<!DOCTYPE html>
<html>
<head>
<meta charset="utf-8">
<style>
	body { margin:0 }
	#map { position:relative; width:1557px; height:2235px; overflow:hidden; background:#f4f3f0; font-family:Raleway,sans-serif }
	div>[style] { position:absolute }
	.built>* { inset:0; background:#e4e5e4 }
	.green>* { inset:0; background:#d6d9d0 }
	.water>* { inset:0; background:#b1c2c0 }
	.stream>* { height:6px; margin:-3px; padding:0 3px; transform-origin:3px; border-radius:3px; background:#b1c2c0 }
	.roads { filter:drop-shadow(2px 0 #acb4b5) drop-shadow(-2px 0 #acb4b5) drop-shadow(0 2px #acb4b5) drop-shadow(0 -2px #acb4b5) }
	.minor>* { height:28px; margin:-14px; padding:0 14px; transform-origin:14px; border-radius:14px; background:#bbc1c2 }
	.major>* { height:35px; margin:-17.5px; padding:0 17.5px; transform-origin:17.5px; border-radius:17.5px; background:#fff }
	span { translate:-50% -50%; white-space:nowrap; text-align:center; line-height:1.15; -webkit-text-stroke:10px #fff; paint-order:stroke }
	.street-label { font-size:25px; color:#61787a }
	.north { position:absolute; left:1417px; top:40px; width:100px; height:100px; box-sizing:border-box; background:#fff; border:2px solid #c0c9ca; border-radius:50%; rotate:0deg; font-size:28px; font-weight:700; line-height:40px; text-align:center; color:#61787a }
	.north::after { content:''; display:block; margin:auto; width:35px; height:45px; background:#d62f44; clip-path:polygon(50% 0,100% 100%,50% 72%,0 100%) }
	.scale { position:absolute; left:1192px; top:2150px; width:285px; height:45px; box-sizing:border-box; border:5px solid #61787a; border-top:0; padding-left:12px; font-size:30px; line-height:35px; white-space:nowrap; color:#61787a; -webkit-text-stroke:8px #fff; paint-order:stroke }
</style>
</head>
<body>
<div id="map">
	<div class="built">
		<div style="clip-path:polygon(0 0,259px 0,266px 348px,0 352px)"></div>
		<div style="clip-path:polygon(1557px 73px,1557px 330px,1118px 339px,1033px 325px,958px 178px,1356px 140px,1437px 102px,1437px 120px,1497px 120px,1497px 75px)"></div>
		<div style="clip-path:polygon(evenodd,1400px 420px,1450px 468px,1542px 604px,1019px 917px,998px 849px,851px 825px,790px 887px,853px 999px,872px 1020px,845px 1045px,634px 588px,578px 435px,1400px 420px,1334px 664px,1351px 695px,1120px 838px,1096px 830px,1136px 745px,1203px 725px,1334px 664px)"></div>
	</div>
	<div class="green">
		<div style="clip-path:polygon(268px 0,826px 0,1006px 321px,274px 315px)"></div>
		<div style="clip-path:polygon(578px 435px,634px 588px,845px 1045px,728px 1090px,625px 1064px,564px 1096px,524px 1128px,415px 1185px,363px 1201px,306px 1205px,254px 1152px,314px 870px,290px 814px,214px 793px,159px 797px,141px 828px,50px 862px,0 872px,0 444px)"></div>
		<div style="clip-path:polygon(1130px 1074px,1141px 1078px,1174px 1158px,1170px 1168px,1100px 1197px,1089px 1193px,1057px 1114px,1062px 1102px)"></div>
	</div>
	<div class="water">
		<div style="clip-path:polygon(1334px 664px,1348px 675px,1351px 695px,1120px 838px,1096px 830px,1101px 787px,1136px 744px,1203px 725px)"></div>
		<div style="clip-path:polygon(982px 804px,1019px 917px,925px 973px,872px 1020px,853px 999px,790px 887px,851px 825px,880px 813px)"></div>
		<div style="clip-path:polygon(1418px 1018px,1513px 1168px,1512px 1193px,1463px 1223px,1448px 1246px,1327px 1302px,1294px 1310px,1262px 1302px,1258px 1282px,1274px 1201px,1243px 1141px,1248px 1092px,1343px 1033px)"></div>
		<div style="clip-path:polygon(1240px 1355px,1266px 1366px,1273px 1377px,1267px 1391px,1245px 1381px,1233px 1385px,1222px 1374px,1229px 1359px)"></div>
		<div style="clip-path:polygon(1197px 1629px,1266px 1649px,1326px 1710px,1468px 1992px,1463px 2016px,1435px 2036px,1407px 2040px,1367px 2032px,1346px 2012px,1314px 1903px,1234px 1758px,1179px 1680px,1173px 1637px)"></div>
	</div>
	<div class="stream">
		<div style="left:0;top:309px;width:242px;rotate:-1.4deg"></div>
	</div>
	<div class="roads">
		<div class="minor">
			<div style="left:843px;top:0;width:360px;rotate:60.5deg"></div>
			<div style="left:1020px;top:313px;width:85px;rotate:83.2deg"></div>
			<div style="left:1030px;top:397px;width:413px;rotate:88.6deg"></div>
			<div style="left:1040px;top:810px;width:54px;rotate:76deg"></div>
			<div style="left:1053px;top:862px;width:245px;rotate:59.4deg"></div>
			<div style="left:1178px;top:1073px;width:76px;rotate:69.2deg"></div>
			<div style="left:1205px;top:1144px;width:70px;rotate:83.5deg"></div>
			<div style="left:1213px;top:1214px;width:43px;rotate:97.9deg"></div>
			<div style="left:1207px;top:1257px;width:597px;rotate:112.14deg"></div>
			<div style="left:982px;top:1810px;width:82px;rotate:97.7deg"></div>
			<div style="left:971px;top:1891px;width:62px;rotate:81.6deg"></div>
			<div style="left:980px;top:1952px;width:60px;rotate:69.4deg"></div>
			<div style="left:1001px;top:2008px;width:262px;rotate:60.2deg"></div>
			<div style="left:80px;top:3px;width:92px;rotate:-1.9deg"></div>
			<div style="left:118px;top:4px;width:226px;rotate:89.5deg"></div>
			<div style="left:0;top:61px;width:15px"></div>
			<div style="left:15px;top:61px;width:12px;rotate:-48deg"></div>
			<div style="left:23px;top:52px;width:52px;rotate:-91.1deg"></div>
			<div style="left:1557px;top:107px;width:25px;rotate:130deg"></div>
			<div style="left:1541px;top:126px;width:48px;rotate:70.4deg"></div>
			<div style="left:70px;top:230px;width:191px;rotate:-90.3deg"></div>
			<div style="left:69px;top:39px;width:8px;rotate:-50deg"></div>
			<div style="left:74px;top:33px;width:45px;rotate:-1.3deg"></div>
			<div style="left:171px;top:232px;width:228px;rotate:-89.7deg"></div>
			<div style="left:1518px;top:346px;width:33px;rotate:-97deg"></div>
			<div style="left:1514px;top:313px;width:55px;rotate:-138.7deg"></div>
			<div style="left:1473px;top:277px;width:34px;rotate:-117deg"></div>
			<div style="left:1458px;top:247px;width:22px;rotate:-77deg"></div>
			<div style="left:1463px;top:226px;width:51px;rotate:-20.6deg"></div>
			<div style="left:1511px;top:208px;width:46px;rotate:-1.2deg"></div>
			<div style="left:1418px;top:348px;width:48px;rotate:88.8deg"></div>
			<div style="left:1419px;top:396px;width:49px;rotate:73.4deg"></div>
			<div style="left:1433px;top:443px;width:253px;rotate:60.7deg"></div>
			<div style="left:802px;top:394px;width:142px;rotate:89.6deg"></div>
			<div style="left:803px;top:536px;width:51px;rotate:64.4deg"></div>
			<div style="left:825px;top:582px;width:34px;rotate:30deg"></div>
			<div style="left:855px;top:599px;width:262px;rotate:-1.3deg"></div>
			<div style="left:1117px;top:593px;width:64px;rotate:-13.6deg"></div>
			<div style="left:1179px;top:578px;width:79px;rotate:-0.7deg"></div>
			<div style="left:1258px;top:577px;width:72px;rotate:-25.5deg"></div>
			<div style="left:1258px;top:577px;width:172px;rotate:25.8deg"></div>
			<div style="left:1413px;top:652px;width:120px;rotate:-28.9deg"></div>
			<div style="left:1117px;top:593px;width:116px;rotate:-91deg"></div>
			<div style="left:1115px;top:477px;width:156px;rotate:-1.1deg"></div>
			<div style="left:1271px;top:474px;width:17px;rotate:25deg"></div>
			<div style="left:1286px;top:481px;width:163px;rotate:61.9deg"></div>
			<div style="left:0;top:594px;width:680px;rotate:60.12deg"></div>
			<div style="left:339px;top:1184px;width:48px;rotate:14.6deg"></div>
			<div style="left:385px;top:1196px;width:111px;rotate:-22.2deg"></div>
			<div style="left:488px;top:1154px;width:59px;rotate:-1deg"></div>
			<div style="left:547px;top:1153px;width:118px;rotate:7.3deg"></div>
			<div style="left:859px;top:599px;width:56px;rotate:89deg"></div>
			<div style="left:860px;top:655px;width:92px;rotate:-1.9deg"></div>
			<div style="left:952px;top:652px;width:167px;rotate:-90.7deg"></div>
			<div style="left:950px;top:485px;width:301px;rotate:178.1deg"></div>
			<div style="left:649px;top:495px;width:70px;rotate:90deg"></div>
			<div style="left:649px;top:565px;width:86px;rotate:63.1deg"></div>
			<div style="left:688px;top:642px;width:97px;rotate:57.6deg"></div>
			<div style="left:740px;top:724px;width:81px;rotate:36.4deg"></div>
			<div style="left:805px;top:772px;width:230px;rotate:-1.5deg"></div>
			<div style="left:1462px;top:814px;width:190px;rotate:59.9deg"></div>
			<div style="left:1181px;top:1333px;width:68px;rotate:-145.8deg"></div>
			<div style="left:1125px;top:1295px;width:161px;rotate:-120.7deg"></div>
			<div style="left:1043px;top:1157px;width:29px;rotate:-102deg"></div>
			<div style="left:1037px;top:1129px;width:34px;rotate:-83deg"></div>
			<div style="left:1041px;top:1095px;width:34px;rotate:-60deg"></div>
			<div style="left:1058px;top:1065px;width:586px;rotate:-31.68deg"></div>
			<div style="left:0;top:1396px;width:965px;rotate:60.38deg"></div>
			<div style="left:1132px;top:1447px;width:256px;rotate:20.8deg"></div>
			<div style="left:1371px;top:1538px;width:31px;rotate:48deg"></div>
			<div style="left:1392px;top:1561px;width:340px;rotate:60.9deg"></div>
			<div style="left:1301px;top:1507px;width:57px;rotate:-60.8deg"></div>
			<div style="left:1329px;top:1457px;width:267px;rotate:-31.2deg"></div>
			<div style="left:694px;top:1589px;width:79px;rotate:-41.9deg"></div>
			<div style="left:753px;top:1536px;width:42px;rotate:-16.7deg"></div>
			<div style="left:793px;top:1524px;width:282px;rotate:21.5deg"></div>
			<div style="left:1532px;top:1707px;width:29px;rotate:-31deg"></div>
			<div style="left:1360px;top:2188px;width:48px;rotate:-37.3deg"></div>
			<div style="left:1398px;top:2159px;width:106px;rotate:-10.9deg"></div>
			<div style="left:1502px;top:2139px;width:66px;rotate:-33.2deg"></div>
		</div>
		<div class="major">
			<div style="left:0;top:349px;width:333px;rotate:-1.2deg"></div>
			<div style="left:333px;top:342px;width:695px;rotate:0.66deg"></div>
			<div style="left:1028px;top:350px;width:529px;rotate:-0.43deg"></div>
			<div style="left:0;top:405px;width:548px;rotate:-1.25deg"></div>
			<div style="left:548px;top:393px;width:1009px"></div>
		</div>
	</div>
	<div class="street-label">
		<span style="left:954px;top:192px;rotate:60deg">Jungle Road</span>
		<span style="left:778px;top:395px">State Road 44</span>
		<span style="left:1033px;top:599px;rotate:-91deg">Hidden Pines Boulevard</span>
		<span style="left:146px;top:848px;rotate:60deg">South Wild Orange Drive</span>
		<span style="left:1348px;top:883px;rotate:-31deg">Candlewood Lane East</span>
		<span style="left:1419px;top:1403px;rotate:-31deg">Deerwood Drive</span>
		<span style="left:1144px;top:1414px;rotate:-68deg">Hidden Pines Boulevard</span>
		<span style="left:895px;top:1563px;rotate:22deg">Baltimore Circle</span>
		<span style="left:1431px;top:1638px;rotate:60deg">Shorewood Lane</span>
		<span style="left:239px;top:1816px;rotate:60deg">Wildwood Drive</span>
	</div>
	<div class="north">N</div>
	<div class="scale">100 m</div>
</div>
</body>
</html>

——

Give back exactly the lines of the listing, starting with the first and ending with the one bearing "filter:drop-shadow(2px 0 #acb4b5)". Add no other lines.

_RESPONSE AREA_.
<!DOCTYPE html>
<html>
<head>
<meta charset="utf-8">
<style>
	body { margin:0 }
	#map { position:relative; width:1557px; height:2235px; overflow:hidden; background:#f4f3f0; font-family:Raleway,sans-serif }
	div>[style] { position:absolute }
	.built>* { inset:0; background:#e4e5e4 }
	.green>* { inset:0; background:#d6d9d0 }
	.water>* { inset:0; background:#b1c2c0 }
	.stream>* { height:6px; margin:-3px; padding:0 3px; transform-origin:3px; border-radius:3px; background:#b1c2c0 }
	.roads { filter:drop-shadow(2px 0 #acb4b5) drop-shadow(-2px 0 #acb4b5) drop-shadow(0 2px #acb4b5) drop-shadow(0 -2px #acb4b5) }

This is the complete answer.